CS: I knew coming in that I wanted a very sporty look and you can't get any more sporty than a hoodie and joggers. My thing was making it different, so I made a hoodie and jogger that could convert into 10 different outfit looks. While I was in Portland, we spent the entire time perfecting it to make sure it functioned really well. 
What can we expect from you next?
CS: I really hoped that I won and placed anywhere. I sew in my room so I want to get a studio to design in because I love sewing and I want to have a nice layout to work in. I want to have a line as well as work with some influencers.
Sharonda Richardson
What did you take away from the program?
Sharonda Richardson: One thing I had taken away from my three weeks in Portland is that I need to get over myself. I had a challenge with critiques and I had to see that it wasn’t because of my designs but because the creative director saw that I could do more with my designs. 

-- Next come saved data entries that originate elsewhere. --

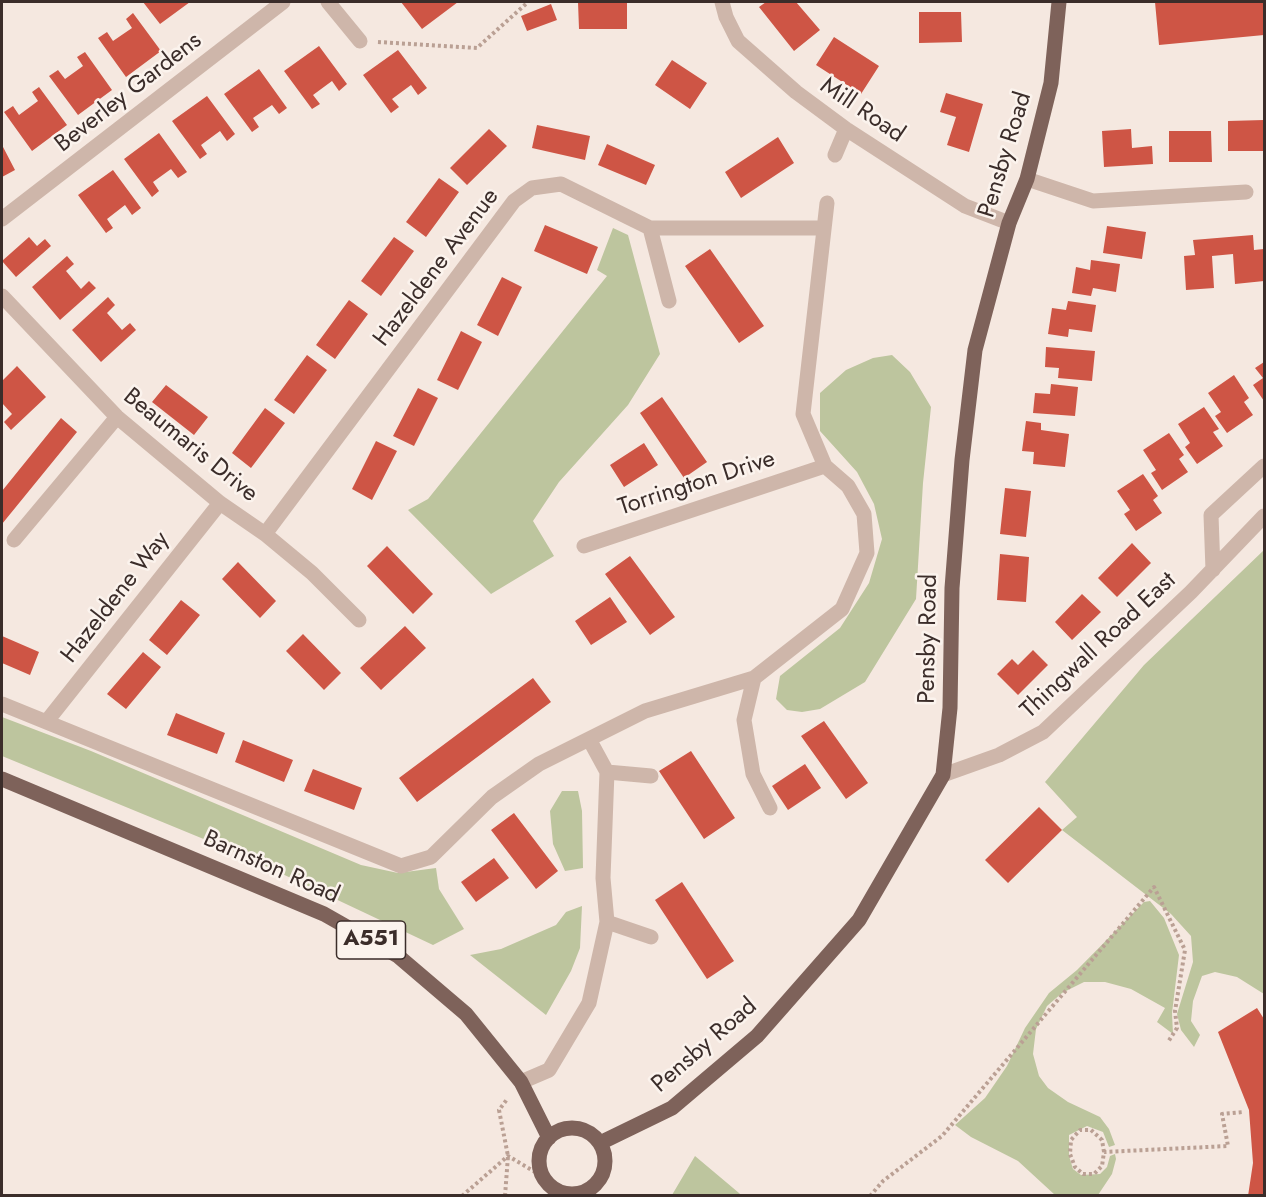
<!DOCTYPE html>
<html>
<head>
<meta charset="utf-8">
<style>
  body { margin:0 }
  #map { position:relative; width:1266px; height:1197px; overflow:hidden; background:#f5e8e0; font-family:Jost,sans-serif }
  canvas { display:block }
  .frame { position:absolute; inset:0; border:3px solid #3b2d2a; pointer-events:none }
</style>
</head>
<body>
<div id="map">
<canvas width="1266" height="1197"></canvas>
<div class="frame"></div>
</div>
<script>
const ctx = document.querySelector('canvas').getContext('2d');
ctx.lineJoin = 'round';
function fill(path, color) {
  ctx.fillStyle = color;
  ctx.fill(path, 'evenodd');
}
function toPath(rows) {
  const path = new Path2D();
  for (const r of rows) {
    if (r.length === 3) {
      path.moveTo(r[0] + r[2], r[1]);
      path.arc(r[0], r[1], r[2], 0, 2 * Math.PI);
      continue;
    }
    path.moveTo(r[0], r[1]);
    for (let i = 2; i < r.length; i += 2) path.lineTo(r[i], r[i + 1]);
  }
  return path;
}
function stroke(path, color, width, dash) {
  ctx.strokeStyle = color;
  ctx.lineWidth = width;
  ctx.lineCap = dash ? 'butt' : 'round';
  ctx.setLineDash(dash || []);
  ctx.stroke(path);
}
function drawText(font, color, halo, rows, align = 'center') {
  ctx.font = font + ' Jost,sans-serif';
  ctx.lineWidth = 5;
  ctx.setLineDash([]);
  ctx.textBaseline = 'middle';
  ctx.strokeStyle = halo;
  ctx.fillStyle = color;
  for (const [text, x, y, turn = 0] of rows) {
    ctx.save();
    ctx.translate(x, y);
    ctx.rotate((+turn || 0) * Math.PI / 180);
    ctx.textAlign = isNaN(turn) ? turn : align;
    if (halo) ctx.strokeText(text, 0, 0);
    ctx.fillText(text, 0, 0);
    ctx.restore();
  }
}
fill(toPath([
  [613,228,628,235,660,354,628,405,559,482,533,521,554,556,491,594,408,510,428,499,607,276,597,270],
  [892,355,910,372,931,407,923,483,916,599,865,682,820,709,802,712,787,710,776,699,780,676,840,628,869,583,882,539,874,504,857,472,820,431,820,393,846,370,873,358],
  [1264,550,1264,994,1237,977,1215,972,1202,976,1193,1001,1191,1021,1200,1035,1194,1047,1181,1030,1177,1014,1193,962,1191,936,1171,914,1062,830,1077,817,1045,782,1144,665],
  [2,717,91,751,361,865,398,873,436,868,439,889,464,929,433,945,240,854,2,756],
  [562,791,578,791,582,811,583,868,565,871,553,844,550,811],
  [1150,901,1164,918,1179,955,1172,1013,1173,1034,1157,1022,1165,1008,1131,989,1105,982,1084,982,1062,993,1047,1006,1036,1029,1033,1054,1039,1076,1048,1088,1068,1102,1100,1117,1109,1129,1115,1145,1109,1147,1103,1132,1087,1126,1069,1135,1069,1156,1073,1169,1081,1175,1100,1174,1107,1167,1110,1156,1115,1154,1116,1159,1112,1174,1098,1195,1055,1195,1018,1161,971,1137,955,1125,985,1098,1007,1066,1025,1028,1049,993,1077,970,1144,902],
  [582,906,580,948,571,971,546,1015,470,955,501,949,556,925,566,912],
  [695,1156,739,1193,741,1195,672,1195]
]), '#bdc59e');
fill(toPath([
  [143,2,190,2,160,24],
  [401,2,458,2,422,29],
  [578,2,627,2,627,29,579,29],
  [766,2,796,2,820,30,794,51,759,7],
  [1155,2,1264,2,1264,35,1159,45],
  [551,4,557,20,527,31,521,16],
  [919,12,961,12,962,42,919,43],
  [133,13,161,51,126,77,98,38,107,32,113,41,132,28,126,19],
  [834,37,879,66,861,94,816,65],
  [319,46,347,84,339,91,332,81,313,95,320,104,312,109,284,71],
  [398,50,427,88,418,95,411,85,392,99,399,107,391,113,363,75],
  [85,52,112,90,78,115,49,76,58,70,65,79,83,66,77,57],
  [672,60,707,83,690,109,655,85],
  [259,69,287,108,279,114,272,105,253,118,259,127,252,132,224,94],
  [39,87,67,125,32,151,4,112,13,106,19,115,38,101,32,92],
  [946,93,983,104,969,152,947,145,956,117,940,112],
  [207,96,235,134,227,141,220,131,201,145,207,154,200,159,172,121],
  [1264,120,1264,151,1228,151,1228,121],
  [537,125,590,136,585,160,532,148],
  [489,129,507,146,467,185,450,168],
  [1131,129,1132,148,1152,146,1153,164,1104,167,1102,131],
  [1169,131,1211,131,1212,162,1169,162],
  [159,133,187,172,178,178,171,169,153,182,159,191,152,197,124,159],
  [778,137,794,163,741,198,725,172],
  [607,144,655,165,646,185,598,165],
  [2,145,15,170,2,177],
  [113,170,141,208,132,215,125,205,107,219,113,228,106,233,78,195],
  [439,178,459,192,426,237,406,222],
  [545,225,598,247,587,274,534,251],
  [1107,226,1146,232,1142,259,1103,253],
  [1253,235,1254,250,1264,249,1264,281,1235,284,1233,254,1212,256,1214,288,1186,290,1184,256,1195,255,1193,240],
  [29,237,37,246,45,239,51,246,16,277,2,261],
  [394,237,414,251,381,296,361,281],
  [710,249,764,326,739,343,685,266],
  [67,256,74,264,66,271,81,289,89,281,96,288,60,320,32,287],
  [1091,260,1120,264,1116,292,1093,288,1091,296,1072,293,1076,267,1090,270],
  [502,277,522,287,498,336,477,325],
  [108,297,115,305,107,313,122,330,130,323,136,330,101,362,72,330],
  [349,300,368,314,335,359,316,345],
  [1068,301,1096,305,1092,332,1069,329,1068,337,1048,334,1052,308,1066,310],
  [461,331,482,342,458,390,437,380],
  [1046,347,1095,351,1092,381,1058,378,1059,368,1045,367],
  [307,355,327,370,294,414,274,400],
  [1264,362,1264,401,1253,385,1263,378,1255,368],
  [17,366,46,397,11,430,4,422,12,414,2,403,2,381],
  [1234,375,1249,398,1244,402,1253,415,1227,433,1215,416,1221,412,1208,393],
  [1051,384,1078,387,1075,416,1033,413,1035,393,1050,394],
  [166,385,208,417,194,435,152,402],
  [418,388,438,398,414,446,393,436],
  [662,397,707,462,684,478,640,413],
  [1204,407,1219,429,1213,432,1223,446,1197,464,1185,447,1190,443,1178,424],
  [265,408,285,423,251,468,232,453],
  [61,418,77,432,2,524,2,491],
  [1026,421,1041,423,1041,430,1069,434,1065,467,1033,464,1034,452,1022,451],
  [1169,433,1184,455,1179,459,1188,472,1162,490,1151,473,1156,470,1143,450],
  [376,441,397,451,372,500,352,489],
  [644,443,658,465,624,487,610,465],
  [1143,474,1158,496,1153,500,1162,513,1136,531,1124,514,1130,510,1117,491],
  [1005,488,1031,491,1026,537,1000,534],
  [1132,543,1151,563,1117,597,1098,578],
  [387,546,433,594,413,614,367,566],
  [1000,554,1029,557,1026,602,997,600],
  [630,556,675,617,650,635,605,574],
  [238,562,276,601,260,618,222,579],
  [1082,594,1101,612,1072,640,1055,622],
  [610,597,627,622,591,645,575,621],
  [181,600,200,615,167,655,149,640],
  [405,626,426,648,381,690,360,668],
  [303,634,341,673,324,690,286,651],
  [2,636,39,652,30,675,2,663],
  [1033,650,1048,665,1018,695,997,674,1012,659,1018,665],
  [143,652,161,667,126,709,107,694],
  [533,678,551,702,417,802,399,778],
  [176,713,225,733,217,754,167,735],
  [824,721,868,783,846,799,801,736],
  [243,740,293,760,284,782,235,762],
  [691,751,735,818,704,839,659,771],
  [805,764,821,788,788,810,772,786],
  [313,769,362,788,354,810,304,791],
  [1039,807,1062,830,1008,883,985,860],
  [514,813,558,871,536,889,491,830],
  [494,858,509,878,476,902,461,882],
  [682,882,734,961,707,979,655,900],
  [1257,1008,1264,1019,1264,1196,1248,1196,1253,1163,1249,1110,1218,1032]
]), '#ce5545');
stroke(toPath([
  [378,42,477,48,528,2],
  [1104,1152,1102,1140,1091,1130,1080,1130,1071,1140,1070,1154,1075,1167,1083,1174,1094,1174,1102,1166,1104,1152,1228,1146,1222,1114,1243,1112],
  [462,1196,508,1156,542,1176],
  [505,1196,508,1156,499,1110,508,1098],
  [870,1196,883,1181,942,1136,1154,887,1185,950,1175,1011,1177,1028,1168,1042]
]), '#baa094', 4, [3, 3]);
stroke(toPath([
  [328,2,360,41],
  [722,2,726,17,738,41,796,92,846,129,965,206,1009,223],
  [835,155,846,129],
  [1027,179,1093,201,1246,192],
  [2,219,283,2],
  [650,228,669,301],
  [2,296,117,417,220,503,265,534,312,573,359,620],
  [265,534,514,201,532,188,561,184,650,228,823,228],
  [14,540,117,417],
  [584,546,825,466,803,414,827,203],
  [1213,570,1211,515,1264,466],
  [754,678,744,720,753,774,770,808],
  [2,704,401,866,431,857,492,797,539,764,645,711,754,678,842,609,867,553,864,514,848,486,825,466],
  [47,721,220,503],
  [607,772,651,776],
  [943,775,999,755,1043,732,1191,592,1264,516],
  [607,922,651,937],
  [521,1082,549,1070,589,1003,607,922,603,878,607,772,589,739]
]), '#ceb6aa', 15);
stroke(toPath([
  [2,779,324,914,398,956,466,1014,521,1082,549,1138],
  [572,1161,33],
  [600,1143,672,1108,757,1036,859,920,943,775,950,708,952,588,962,460,975,350,1009,223,1027,179,1051,83,1059,2]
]), '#7e625a', 15);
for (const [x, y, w] of [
  [371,940,69]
]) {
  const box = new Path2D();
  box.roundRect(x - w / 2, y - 19, w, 38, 4.5);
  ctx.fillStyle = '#fbf3ed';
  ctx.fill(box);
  stroke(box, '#3b2d2a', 1.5);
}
drawText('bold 22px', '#3b2d2a', null, [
  ["A551",371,940]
]);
drawText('24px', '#3b2d2a', '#fbf3ed', [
  ["Beverley Gardens",129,93,-38],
  ["Mill Road",862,111,34],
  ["Pensby Road",1006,155,-73],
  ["Hazeldene Avenue",437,268,-53],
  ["Beaumaris Drive",190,446,39],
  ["Torrington Drive",697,484,-18],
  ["Hazeldene Way",116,598,-52],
  ["Pensby Road",929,639,-89],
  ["Thingwall Road East",1099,646,-43],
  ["Barnston Road",271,868,24],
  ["Pensby Road",705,1046,-41]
]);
</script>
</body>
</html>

What is your design background history?
SR: Everything I knew prior to attending Clark Atlanta University was self-taught. So even though I went to school at first as a biology major, my passion has always been designing. The first design I ever made was my prom dress, and even though I really love bridal designing I would love to incorporate sustainability into my bridal dress designs. I’d love to use the 3D render software we used at FAAS when designing because you would be able to see what changes need to be made in the design before making it. 
What can we look forward to seeing from you?
SR: I definitely want to launch my line this year in August and reach my goals of having my bridal designs out in a boutique.